The Fed has hiked interest rates too much in the past, and the result has been they’ve had to backpedal as markets react, and no one wants to buy their bonds because the dollar strengthens and there is a dollar shortage. This time they have put together liquidity vehicles, including repo facilities and the FX swap facility. They are saying, `Yes, we will be buying fewer bonds under QT, but if anyone needs dollars, come to us. Keep buying our bonds.’ They have set this up, so they are able to do more QT than front-end interest rate hikes.
Five rate hikes in 2022?
So, I think five rate hikes this year is likely the ceiling. That said, more rate hikes will need to be priced in for the future. The economy is cooling, but there must be more evidence that inflation from the supply side is coming down. That is important for markets. Once you see more evidence of that, the Fed can go easy, along with other central banks, including the European Central Bank.
In this scenario of synchronised global growth, it would make sense to sell dollars, buy emerging markets assets and to sell developed market sovereign bonds. Investment grade credit may struggle to make returns.
The main risks to this scenario are that that US inflation remains elevated, which would cause more near term hikes. Geopolitics is another risk — if it causes investors run to the dollar for safety. China growth is another risk. It would be a mistake if China maintains its zero Covid policy – this could have reverberations on global growth.

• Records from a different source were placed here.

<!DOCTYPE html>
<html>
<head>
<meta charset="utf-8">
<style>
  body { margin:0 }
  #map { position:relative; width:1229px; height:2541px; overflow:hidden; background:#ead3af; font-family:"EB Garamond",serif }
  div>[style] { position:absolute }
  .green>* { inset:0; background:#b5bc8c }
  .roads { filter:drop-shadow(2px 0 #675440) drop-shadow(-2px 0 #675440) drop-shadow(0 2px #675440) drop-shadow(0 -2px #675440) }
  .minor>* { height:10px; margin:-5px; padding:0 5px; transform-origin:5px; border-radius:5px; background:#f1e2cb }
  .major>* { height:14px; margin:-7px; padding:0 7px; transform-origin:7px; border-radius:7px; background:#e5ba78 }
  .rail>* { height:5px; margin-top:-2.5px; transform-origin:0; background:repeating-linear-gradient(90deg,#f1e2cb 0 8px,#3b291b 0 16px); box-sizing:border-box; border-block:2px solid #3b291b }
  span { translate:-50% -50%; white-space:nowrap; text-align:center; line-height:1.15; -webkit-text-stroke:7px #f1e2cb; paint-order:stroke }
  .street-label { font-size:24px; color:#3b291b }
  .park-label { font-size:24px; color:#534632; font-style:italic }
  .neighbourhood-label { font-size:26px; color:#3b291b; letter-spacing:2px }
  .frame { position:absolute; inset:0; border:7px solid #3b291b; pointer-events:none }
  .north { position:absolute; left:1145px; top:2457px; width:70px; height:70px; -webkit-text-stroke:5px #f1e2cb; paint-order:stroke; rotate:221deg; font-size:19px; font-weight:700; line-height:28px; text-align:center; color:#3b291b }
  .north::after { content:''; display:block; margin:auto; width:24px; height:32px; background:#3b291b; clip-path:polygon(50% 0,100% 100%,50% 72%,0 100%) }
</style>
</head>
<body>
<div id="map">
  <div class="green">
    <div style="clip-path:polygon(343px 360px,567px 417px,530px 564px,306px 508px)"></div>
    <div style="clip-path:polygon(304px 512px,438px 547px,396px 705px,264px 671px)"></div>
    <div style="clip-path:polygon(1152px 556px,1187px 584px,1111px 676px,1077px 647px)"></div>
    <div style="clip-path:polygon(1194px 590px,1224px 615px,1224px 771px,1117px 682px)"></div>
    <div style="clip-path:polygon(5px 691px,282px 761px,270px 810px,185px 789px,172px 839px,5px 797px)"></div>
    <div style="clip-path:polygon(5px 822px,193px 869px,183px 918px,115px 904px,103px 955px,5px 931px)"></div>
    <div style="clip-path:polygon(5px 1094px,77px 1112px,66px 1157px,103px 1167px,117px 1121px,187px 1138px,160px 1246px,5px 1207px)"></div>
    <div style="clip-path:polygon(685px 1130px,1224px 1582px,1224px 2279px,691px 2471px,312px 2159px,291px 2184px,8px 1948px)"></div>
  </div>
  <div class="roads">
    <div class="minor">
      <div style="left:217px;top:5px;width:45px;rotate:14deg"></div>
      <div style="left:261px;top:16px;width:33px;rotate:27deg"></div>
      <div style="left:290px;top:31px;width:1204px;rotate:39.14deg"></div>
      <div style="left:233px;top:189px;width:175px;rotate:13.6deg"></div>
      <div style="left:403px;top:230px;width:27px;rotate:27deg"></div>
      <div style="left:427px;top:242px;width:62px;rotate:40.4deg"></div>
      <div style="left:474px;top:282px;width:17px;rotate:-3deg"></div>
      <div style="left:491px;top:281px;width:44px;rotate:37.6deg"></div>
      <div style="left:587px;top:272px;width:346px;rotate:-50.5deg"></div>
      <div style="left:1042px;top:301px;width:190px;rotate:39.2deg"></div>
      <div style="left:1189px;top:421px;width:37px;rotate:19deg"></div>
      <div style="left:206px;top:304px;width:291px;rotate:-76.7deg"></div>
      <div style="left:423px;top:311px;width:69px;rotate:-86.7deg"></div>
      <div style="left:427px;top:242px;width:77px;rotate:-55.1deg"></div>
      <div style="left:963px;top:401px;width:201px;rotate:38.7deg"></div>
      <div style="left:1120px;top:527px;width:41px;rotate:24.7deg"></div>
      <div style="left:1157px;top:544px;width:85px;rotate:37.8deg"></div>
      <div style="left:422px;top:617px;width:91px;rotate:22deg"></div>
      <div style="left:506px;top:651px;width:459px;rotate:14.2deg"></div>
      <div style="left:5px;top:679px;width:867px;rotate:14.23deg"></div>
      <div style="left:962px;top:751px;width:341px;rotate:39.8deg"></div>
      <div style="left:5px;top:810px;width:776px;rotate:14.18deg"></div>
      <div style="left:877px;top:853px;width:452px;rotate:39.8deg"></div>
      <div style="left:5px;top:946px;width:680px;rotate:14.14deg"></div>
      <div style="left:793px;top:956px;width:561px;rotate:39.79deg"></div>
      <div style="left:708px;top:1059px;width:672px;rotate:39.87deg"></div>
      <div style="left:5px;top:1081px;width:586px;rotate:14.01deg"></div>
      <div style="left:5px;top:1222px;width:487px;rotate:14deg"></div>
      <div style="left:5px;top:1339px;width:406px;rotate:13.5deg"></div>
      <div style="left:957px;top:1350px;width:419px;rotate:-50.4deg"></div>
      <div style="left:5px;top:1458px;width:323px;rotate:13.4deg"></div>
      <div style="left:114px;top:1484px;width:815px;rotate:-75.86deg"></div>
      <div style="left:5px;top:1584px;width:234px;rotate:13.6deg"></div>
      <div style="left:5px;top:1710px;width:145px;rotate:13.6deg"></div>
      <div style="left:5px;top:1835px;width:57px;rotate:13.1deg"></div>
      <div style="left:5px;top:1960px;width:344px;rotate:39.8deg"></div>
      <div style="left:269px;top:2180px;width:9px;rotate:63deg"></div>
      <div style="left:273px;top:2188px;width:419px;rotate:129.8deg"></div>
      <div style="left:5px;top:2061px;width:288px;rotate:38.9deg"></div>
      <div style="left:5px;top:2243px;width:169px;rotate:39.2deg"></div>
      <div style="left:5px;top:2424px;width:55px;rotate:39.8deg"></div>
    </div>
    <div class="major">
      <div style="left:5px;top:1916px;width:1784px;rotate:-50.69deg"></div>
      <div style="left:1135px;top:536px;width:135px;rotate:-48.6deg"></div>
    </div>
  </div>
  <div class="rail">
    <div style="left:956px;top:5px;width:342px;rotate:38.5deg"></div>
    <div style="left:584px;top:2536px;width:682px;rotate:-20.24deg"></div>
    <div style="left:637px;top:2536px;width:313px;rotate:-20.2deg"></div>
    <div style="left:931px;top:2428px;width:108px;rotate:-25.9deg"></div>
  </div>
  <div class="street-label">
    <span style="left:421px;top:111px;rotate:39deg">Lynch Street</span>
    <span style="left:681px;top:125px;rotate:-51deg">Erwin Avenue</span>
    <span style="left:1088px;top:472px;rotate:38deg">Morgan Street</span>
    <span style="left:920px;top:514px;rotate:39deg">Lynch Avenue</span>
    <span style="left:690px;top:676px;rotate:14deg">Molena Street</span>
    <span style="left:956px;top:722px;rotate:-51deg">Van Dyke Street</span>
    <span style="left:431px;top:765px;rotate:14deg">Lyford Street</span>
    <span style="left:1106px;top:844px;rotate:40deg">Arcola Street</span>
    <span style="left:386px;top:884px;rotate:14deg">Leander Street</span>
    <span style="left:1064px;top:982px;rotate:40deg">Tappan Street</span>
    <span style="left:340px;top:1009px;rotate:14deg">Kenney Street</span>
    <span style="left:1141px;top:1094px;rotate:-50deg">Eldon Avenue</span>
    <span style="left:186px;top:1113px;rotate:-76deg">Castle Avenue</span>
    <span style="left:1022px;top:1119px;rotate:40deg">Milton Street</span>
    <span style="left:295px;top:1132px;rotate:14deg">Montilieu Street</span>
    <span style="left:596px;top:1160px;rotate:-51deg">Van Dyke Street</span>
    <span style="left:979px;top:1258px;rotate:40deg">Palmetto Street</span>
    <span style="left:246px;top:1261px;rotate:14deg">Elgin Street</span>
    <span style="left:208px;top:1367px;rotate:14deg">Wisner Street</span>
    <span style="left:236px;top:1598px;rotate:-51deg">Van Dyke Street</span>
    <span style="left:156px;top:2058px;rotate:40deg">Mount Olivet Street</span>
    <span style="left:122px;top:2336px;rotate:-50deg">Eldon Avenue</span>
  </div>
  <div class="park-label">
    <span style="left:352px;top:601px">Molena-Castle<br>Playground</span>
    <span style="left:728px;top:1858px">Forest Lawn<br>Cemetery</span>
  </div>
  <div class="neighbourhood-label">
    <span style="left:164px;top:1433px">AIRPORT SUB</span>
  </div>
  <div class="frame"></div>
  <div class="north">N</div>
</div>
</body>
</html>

The main risk for risky asset markets is that real rates across all markets are too low if the central banks want to properly address the inflation issue.
At the time of writing, I don’t see a policy mistake happening. I think the central banks can get on top of inflation without excessive rate hikes. This will allow the yield curve to stop inverting, and the market can stop predicting doom. The dollar can remain weak – that is good for global growth. It is possible to have synchronised global growth.